> _Collected data_:
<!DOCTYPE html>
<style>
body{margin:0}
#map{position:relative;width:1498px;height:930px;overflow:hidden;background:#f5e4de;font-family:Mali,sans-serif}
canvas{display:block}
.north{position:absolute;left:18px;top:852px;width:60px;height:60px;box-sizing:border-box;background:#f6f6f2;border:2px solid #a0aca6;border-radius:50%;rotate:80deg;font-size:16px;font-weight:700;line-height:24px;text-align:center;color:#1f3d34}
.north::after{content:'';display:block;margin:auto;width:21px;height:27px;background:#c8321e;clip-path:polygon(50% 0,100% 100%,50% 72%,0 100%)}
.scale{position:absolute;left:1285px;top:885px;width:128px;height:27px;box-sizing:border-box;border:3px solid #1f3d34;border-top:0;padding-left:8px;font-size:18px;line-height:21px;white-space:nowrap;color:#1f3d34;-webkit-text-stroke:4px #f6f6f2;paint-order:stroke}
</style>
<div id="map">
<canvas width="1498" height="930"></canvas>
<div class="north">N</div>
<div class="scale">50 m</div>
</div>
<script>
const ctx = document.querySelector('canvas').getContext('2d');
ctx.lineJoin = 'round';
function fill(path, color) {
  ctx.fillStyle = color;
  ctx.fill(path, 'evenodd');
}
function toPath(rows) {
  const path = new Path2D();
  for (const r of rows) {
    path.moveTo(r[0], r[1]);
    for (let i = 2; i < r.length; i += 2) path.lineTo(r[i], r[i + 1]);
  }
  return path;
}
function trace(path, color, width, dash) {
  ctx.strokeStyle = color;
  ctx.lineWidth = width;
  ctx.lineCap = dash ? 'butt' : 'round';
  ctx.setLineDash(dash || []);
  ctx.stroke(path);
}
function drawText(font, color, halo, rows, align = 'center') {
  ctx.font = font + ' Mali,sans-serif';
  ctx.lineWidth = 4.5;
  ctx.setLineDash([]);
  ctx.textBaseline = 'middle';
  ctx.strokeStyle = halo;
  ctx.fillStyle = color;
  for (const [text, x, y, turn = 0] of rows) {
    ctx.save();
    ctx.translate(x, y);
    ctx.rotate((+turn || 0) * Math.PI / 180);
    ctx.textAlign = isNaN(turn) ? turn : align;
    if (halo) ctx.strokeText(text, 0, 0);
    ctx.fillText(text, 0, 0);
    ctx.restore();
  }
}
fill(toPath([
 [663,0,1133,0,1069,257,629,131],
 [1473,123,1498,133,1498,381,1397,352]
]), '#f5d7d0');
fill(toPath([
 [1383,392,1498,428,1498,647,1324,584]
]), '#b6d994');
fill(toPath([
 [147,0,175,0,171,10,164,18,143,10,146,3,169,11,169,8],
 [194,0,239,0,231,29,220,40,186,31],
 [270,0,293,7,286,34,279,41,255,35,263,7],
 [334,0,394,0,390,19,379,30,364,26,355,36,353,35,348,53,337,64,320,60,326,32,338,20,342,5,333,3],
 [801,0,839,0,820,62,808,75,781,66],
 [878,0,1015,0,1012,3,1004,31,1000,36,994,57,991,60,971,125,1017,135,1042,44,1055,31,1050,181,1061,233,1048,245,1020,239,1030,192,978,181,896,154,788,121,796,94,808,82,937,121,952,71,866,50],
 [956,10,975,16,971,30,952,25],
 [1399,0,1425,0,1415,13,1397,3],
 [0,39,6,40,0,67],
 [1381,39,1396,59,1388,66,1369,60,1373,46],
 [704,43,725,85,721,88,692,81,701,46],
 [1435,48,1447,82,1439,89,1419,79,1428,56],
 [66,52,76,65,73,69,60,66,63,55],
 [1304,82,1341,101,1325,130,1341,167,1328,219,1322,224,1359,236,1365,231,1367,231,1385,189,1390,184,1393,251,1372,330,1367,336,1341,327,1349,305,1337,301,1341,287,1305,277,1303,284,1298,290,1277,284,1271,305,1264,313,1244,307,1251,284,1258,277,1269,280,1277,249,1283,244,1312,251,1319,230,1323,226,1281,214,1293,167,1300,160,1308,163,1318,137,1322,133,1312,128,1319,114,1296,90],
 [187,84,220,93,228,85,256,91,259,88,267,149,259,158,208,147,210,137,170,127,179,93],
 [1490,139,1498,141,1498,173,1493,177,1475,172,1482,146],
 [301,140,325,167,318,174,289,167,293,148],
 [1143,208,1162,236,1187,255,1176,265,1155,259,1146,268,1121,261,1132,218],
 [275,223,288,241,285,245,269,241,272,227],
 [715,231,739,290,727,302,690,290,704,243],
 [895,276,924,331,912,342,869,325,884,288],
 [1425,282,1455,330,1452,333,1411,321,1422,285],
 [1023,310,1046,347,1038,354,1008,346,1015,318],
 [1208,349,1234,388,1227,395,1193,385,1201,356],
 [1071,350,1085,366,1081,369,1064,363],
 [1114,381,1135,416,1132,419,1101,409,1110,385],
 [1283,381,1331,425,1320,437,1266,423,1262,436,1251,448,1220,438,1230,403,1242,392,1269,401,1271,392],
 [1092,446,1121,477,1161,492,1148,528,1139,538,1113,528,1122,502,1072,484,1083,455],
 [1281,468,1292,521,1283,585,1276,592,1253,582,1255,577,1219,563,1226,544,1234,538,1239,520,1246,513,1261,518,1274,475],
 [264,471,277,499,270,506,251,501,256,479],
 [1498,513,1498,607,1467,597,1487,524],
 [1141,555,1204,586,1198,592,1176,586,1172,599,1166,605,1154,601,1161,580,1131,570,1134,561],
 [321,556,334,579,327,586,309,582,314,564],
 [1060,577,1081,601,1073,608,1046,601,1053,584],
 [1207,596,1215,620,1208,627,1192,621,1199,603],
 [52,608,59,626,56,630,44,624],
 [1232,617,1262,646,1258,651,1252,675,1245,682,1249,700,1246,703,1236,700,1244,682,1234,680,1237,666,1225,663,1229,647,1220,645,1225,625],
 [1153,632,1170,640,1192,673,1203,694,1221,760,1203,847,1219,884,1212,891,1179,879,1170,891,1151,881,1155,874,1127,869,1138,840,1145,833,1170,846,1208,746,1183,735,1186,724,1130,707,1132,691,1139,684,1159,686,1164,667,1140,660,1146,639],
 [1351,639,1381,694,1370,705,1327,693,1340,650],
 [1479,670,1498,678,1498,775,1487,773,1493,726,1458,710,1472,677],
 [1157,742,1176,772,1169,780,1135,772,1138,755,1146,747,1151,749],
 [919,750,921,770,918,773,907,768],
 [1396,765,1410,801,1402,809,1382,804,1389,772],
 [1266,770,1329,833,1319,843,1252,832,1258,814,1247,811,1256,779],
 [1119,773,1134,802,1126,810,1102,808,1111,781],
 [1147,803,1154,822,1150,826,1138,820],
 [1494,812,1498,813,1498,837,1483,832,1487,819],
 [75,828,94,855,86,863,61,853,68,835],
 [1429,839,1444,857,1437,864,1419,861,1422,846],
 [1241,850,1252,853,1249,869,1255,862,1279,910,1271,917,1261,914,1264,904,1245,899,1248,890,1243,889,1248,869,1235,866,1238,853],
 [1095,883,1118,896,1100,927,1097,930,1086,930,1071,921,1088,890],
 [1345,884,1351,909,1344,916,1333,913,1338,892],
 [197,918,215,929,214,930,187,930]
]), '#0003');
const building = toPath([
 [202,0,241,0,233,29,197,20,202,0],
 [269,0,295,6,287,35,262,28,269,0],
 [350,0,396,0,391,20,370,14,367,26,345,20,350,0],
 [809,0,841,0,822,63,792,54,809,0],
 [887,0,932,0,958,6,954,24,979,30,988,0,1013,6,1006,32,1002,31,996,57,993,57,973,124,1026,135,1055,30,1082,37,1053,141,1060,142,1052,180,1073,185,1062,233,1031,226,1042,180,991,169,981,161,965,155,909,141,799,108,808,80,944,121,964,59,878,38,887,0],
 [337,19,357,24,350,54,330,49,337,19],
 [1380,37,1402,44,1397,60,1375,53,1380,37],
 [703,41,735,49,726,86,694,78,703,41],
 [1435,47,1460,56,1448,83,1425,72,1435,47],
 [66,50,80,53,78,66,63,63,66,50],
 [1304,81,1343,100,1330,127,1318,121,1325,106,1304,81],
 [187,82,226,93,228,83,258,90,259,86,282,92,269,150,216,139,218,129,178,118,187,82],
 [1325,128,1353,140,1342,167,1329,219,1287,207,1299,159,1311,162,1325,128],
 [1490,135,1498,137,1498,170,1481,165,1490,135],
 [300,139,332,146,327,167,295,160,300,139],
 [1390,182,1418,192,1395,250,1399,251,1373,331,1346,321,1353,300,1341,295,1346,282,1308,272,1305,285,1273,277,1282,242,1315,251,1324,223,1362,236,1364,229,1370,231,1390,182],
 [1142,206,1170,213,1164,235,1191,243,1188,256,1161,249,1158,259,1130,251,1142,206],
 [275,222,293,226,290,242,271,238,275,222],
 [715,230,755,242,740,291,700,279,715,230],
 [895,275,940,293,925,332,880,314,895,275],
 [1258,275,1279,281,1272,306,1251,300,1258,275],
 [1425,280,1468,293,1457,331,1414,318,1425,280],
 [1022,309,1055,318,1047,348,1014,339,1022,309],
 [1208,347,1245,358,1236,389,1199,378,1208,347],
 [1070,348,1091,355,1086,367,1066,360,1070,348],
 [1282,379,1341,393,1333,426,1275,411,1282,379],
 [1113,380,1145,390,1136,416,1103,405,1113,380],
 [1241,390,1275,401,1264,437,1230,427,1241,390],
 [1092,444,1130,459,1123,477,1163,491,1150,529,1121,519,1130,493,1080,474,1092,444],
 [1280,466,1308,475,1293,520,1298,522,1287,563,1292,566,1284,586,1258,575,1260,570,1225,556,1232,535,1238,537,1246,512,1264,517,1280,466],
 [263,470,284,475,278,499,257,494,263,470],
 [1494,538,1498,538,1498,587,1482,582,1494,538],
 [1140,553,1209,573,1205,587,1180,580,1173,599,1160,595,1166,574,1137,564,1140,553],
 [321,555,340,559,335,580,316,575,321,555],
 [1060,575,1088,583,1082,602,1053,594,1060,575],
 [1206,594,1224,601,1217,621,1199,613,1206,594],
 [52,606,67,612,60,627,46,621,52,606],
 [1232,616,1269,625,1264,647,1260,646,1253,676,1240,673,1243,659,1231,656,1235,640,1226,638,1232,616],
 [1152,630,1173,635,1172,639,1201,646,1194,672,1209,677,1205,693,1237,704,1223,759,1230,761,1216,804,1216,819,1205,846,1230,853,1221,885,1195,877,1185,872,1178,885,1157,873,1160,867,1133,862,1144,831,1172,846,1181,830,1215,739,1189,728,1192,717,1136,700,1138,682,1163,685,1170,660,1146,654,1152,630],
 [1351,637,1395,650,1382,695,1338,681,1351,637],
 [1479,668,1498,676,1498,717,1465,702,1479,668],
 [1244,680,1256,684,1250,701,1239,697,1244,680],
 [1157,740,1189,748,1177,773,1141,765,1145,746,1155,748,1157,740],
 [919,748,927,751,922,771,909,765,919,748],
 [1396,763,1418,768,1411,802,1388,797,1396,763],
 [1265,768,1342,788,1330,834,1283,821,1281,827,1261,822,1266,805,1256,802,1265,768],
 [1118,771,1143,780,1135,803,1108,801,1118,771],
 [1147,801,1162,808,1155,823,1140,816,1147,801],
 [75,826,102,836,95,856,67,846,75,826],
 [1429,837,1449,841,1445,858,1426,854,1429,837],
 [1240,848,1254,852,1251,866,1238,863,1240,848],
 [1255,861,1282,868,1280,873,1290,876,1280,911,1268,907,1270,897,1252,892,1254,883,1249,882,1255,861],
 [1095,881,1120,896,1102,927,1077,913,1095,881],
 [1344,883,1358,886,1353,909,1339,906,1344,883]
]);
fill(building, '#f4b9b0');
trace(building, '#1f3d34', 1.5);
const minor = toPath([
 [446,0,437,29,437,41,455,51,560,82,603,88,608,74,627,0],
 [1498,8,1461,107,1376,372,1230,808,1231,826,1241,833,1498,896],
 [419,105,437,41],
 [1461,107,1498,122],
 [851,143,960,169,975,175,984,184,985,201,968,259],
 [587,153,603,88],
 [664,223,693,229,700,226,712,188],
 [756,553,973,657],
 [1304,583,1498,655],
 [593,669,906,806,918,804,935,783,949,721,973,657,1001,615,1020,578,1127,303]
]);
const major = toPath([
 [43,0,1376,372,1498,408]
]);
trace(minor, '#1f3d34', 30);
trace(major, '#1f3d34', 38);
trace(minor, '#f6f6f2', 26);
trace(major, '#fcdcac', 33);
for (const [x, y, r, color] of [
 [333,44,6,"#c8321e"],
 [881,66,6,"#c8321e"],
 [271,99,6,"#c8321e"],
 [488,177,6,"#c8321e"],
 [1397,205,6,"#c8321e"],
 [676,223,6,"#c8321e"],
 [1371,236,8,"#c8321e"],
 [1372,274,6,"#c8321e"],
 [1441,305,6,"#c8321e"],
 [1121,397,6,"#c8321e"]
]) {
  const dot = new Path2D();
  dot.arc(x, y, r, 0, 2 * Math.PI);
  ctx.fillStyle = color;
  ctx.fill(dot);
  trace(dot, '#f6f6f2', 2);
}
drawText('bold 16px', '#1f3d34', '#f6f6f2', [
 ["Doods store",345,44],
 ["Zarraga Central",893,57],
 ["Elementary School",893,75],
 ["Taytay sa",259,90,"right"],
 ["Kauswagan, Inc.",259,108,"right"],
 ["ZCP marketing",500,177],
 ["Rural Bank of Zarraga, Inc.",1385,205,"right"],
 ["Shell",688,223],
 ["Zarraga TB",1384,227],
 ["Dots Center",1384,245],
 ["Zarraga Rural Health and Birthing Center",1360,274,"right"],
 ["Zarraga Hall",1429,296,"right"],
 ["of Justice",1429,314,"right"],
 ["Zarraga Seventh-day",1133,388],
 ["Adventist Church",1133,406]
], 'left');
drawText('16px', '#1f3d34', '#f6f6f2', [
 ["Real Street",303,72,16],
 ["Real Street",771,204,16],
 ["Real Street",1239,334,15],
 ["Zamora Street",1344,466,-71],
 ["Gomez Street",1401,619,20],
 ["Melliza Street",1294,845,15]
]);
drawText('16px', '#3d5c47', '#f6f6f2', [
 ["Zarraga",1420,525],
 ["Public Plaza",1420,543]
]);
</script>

> _The task_:
Exact copies of the lines from the start of the data up to the line holding "ctx.lineJoin = 'round';", both included, are all that is needed.

> _Result_:
<!DOCTYPE html>
<style>
body{margin:0}
#map{position:relative;width:1498px;height:930px;overflow:hidden;background:#f5e4de;font-family:Mali,sans-serif}
canvas{display:block}
.north{position:absolute;left:18px;top:852px;width:60px;height:60px;box-sizing:border-box;background:#f6f6f2;border:2px solid #a0aca6;border-radius:50%;rotate:80deg;font-size:16px;font-weight:700;line-height:24px;text-align:center;color:#1f3d34}
.north::after{content:'';display:block;margin:auto;width:21px;height:27px;background:#c8321e;clip-path:polygon(50% 0,100% 100%,50% 72%,0 100%)}
.scale{position:absolute;left:1285px;top:885px;width:128px;height:27px;box-sizing:border-box;border:3px solid #1f3d34;border-top:0;padding-left:8px;font-size:18px;line-height:21px;white-space:nowrap;color:#1f3d34;-webkit-text-stroke:4px #f6f6f2;paint-order:stroke}
</style>
<div id="map">
<canvas width="1498" height="930"></canvas>
<div class="north">N</div>
<div class="scale">50 m</div>
</div>
<script>
const ctx = document.querySelector('canvas').getContext('2d');
ctx.lineJoin = 'round';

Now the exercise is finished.